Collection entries
------------

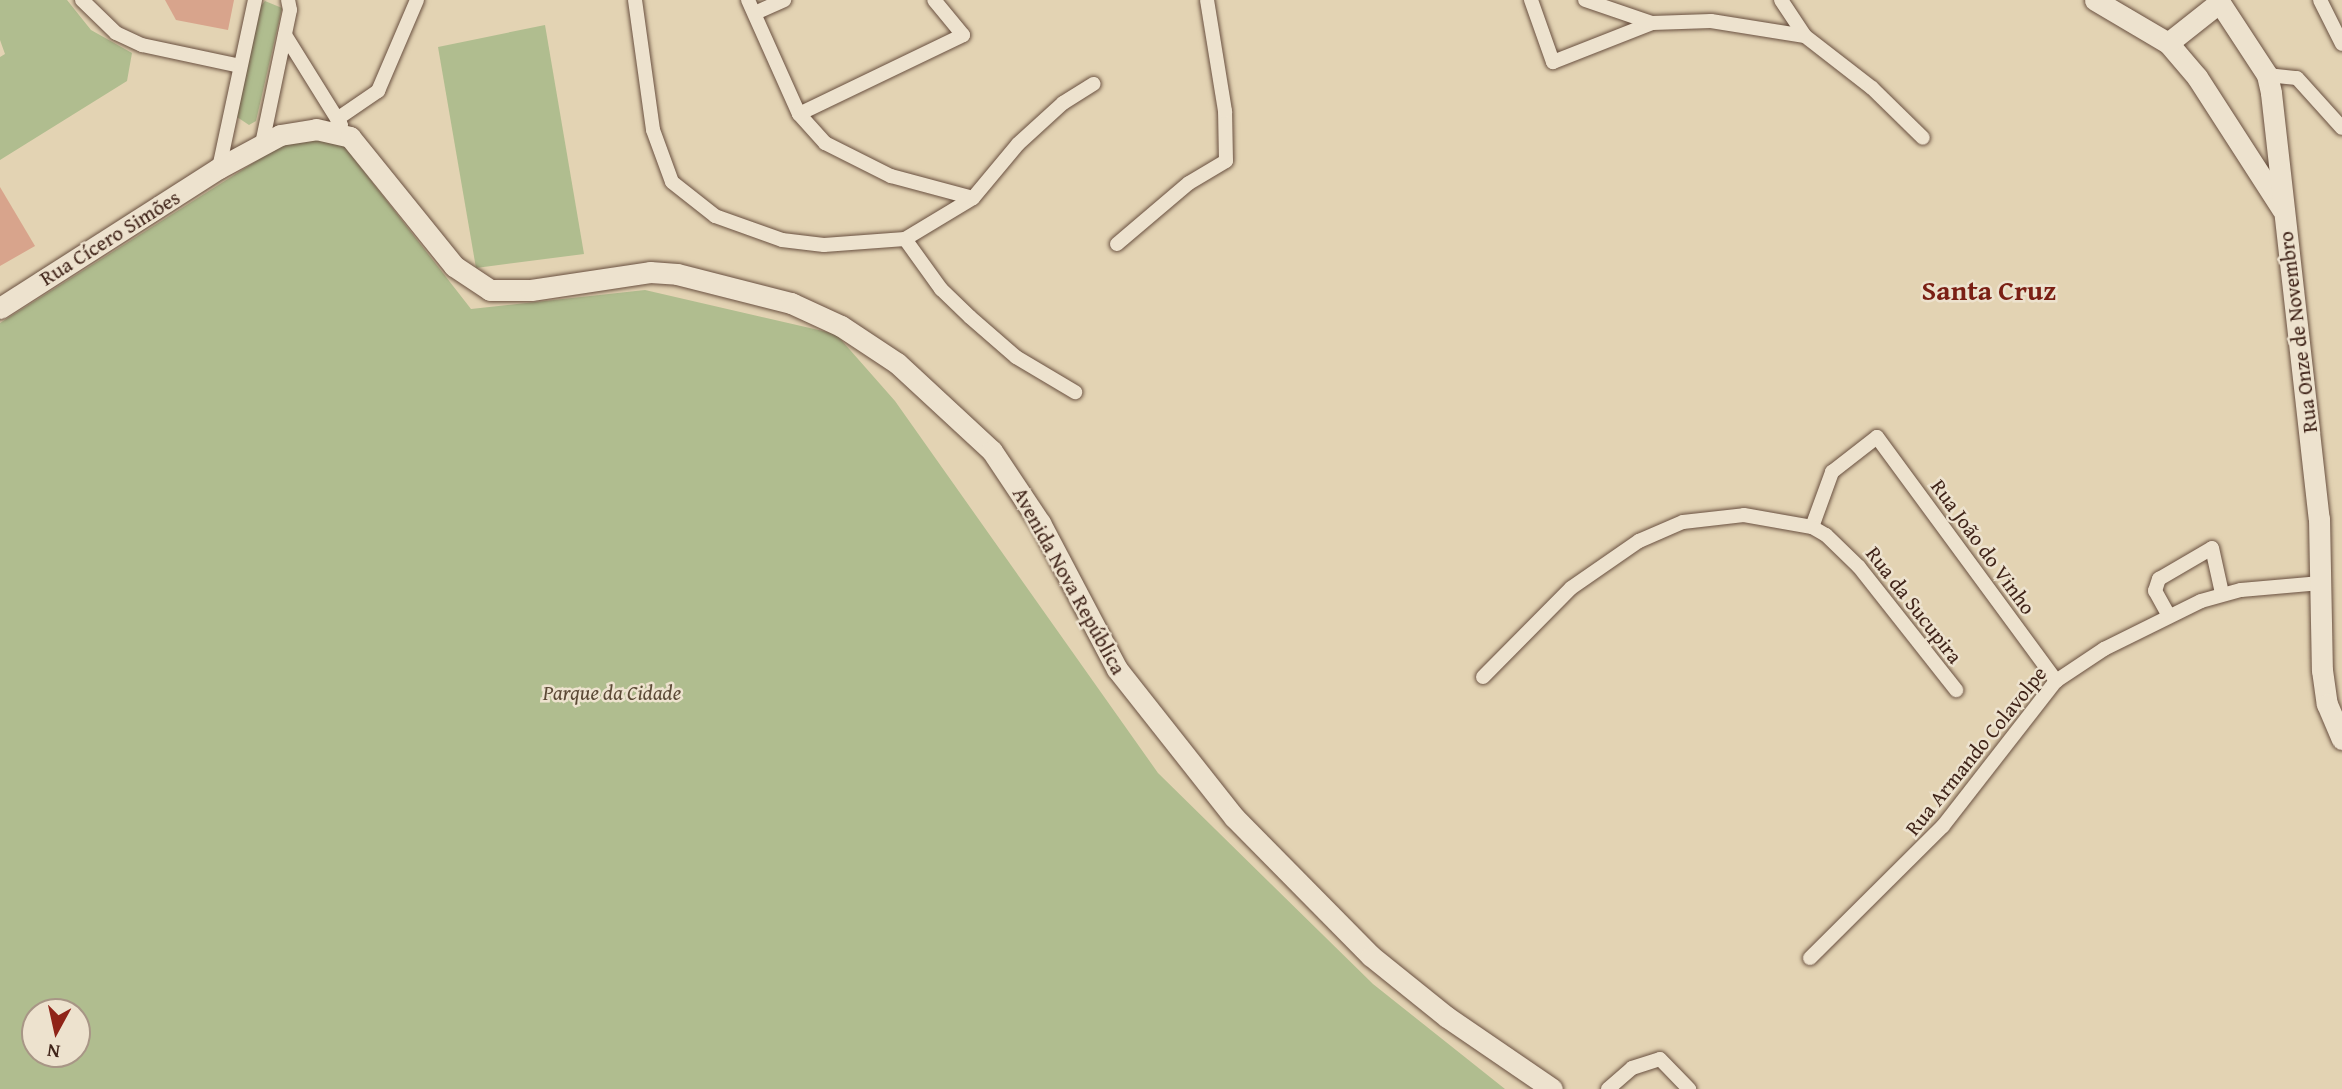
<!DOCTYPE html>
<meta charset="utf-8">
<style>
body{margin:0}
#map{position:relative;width:2342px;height:1089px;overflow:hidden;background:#e3d3b3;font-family:"Gentium Book Plus",serif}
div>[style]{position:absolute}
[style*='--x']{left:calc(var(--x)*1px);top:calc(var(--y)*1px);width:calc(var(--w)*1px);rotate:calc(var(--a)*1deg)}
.green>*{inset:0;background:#b0bd8f}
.building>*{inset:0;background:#d8a48c}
.roads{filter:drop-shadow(0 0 2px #695040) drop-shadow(0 0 2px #695040)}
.street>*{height:14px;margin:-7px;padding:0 7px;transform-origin:7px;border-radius:7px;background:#ede2ce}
.secondary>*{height:21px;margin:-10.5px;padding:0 10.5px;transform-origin:10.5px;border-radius:10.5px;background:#ede2ce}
span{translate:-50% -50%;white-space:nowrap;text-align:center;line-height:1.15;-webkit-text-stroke:5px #ede2ce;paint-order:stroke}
.street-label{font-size:21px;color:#402419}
.park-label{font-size:21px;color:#5c4a36;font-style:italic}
.district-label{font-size:28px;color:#7a1f14;font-weight:700}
.north{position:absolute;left:21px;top:998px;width:70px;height:70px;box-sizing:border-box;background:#ede2ce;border:2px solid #a89686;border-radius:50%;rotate:188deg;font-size:19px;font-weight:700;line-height:28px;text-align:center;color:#402419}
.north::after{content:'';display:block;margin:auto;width:24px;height:32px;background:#8f2418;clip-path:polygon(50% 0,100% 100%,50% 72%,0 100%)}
</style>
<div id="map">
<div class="green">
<div style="clip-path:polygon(0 0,67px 0,91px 30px,132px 53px,127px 81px,0 160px,0 57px,5px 54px,0 40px)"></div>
<div style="clip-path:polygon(265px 1px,282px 8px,256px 121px,249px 125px,237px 117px,259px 8px)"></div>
<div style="clip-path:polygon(545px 25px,584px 254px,476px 268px,438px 47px)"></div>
<div style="clip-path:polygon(evenodd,323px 119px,471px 309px,645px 290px,836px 334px,895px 401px,1158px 773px,1373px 984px,1505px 1089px,0 1089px,0 323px,323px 119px,35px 1012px,77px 1012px,77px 1054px,35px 1054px,35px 1012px)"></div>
</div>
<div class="building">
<div style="clip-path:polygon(165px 0,234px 0,228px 30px,176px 20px)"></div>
<div style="clip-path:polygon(0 187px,35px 246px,0 266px)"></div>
</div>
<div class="roads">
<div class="street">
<div style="--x:82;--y:0;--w:47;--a:44.1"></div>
<div style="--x:116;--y:33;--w:29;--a:25"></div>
<div style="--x:142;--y:45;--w:100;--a:12.1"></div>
<div style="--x:635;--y:0;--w:131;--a:82.1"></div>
<div style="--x:653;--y:130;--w:55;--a:69.9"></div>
<div style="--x:672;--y:182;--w:55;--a:38.3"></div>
<div style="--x:715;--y:216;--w:71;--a:19.7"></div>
<div style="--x:782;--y:240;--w:42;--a:6.8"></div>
<div style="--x:824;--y:245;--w:81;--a:-4.2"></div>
<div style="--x:905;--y:239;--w:79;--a:-31.1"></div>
<div style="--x:973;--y:198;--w:70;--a:-50.2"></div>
<div style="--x:1018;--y:144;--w:61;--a:-42.3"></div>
<div style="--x:1063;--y:103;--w:36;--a:-32"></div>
<div style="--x:748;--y:0;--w:125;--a:65.9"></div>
<div style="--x:799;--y:114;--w:39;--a:48"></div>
<div style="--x:825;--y:143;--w:74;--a:26.6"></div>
<div style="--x:891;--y:176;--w:85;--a:15"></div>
<div style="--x:1531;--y:0;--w:66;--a:70.5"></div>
<div style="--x:1553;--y:62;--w:106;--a:-21.5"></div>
<div style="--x:1652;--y:23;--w:59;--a:-1.9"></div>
<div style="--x:1711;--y:21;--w:95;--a:9.1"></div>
<div style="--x:1585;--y:0;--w:71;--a:18.9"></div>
<div style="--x:1781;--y:0;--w:43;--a:56.3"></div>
<div style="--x:1805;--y:36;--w:85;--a:37.8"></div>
<div style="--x:1872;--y:88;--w:71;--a:44.4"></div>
<div style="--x:2320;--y:0;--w:49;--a:63.4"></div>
<div style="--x:755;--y:13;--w:32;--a:-24"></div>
<div style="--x:285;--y:35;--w:106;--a:58.1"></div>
<div style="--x:2267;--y:75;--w:30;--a:6"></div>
<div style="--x:2297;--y:78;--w:67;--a:48"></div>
<div style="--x:799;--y:114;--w:182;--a:-25.7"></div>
<div style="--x:963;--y:35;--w:45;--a:-129.6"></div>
<div style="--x:337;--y:119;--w:50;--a:-34.3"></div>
<div style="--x:378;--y:91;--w:99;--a:-66.8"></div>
<div style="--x:262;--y:144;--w:137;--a:-78.2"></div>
<div style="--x:290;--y:10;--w:10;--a:-101"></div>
<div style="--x:219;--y:168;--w:172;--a:-77.9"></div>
<div style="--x:905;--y:239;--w:62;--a:54.2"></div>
<div style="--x:941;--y:289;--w:40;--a:44"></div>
<div style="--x:970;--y:317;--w:61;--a:41"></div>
<div style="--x:1016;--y:357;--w:69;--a:30.7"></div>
<div style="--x:1117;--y:244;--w:94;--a:-40.3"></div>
<div style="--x:1189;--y:183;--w:43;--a:-30.7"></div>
<div style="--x:1226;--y:161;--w:50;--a:-91.1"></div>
<div style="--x:1225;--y:111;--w:112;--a:-99.2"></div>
<div style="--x:1812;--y:527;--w:59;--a:-70"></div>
<div style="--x:1832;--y:472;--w:57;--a:-37.9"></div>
<div style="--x:1877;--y:437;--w:303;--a:53.7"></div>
<div style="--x:2169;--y:616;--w:29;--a:-119"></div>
<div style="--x:2155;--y:591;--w:13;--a:-72"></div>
<div style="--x:2159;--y:579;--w:61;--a:-30.3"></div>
<div style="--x:2212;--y:548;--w:46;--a:77.5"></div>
<div style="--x:1483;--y:677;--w:125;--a:-45.3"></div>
<div style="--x:1571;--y:588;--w:83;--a:-34.7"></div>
<div style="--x:1639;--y:541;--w:48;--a:-23.4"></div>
<div style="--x:1683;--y:522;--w:61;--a:-6.5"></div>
<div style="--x:1744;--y:515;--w:69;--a:10"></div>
<div style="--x:1812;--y:527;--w:16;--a:30"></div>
<div style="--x:1826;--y:535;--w:46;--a:44.1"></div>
<div style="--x:1859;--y:567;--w:157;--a:51.7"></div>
<div style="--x:1810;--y:958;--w:187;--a:-44.8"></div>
<div style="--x:1943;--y:826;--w:184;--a:-52.1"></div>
<div style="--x:2056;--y:681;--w:58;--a:-33.7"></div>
<div style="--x:2104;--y:649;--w:108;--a:-26.3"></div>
<div style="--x:2201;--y:601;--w:41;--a:-15.4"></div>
<div style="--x:2241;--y:590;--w:80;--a:-5"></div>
<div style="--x:1608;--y:1089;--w:32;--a:-41"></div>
<div style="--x:1632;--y:1068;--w:29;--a:-18"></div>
<div style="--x:1660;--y:1059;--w:42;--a:46"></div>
</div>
<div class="secondary">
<div style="--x:2095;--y:0;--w:85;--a:30.5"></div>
<div style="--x:2168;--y:43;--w:45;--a:49.5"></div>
<div style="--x:2197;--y:77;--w:157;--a:57.2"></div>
<div style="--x:2218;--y:0;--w:90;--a:56.8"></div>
<div style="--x:2267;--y:75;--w:18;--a:77"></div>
<div style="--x:2271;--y:93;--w:428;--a:83.6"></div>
<div style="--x:2319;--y:518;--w:152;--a:88.9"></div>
<div style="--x:2322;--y:670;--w:34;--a:82"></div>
<div style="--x:2327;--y:704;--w:38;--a:67"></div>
<div style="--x:2168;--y:43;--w:66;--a:-38.3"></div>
<div style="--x:0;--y:308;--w:260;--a:-32.6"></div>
<div style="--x:219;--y:168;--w:69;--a:-28.4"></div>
<div style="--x:280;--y:135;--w:36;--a:-9"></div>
<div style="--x:316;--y:129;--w:35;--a:13"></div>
<div style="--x:350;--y:137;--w:166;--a:51.1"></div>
<div style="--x:454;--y:266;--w:43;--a:33.7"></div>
<div style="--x:490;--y:290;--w:41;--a:0"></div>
<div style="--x:531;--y:290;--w:120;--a:-8.6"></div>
<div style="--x:650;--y:272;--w:27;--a:4"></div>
<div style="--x:677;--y:274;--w:118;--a:14.3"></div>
<div style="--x:791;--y:303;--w:55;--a:24.7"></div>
<div style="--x:841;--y:326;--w:67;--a:33.5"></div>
<div style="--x:897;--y:363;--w:129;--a:42.8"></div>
<div style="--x:992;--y:451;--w:87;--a:56.3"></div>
<div style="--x:1040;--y:523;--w:165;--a:62.2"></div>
<div style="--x:1117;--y:669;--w:189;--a:51.7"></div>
<div style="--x:1234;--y:817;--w:195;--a:45.4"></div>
<div style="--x:1371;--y:956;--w:97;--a:38.8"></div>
<div style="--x:1447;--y:1017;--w:127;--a:34.4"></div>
</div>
</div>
<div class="street-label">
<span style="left:110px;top:238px;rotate:-32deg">Rua Cícero Simões</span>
<span style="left:2298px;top:332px;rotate:-97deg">Rua Onze de Novembro</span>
<span style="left:1983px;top:547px;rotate:54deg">Rua João do Vinho</span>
<span style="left:1069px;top:581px;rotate:61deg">Avenida Nova República</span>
<span style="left:1914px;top:605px;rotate:52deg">Rua da Sucupira</span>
<span style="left:1976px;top:751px;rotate:-51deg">Rua Armando Colavolpe</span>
</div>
<div class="park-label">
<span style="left:612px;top:693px">Parque da Cidade</span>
</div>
<div class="district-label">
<span style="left:1989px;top:290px">Santa Cruz</span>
</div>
<div class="north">N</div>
</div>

------------

◆ Task description
Retype the entries above exactly. Stop after the line containing "2px #695040) drop-shadow(0", and omit the pictures.

◆ Output of the task
<!DOCTYPE html>
<meta charset="utf-8">
<style>
body{margin:0}
#map{position:relative;width:2342px;height:1089px;overflow:hidden;background:#e3d3b3;font-family:"Gentium Book Plus",serif}
div>[style]{position:absolute}
[style*='--x']{left:calc(var(--x)*1px);top:calc(var(--y)*1px);width:calc(var(--w)*1px);rotate:calc(var(--a)*1deg)}
.green>*{inset:0;background:#b0bd8f}
.building>*{inset:0;background:#d8a48c}
.roads{filter:drop-shadow(0 0 2px #695040) drop-shadow(0 0 2px #695040)}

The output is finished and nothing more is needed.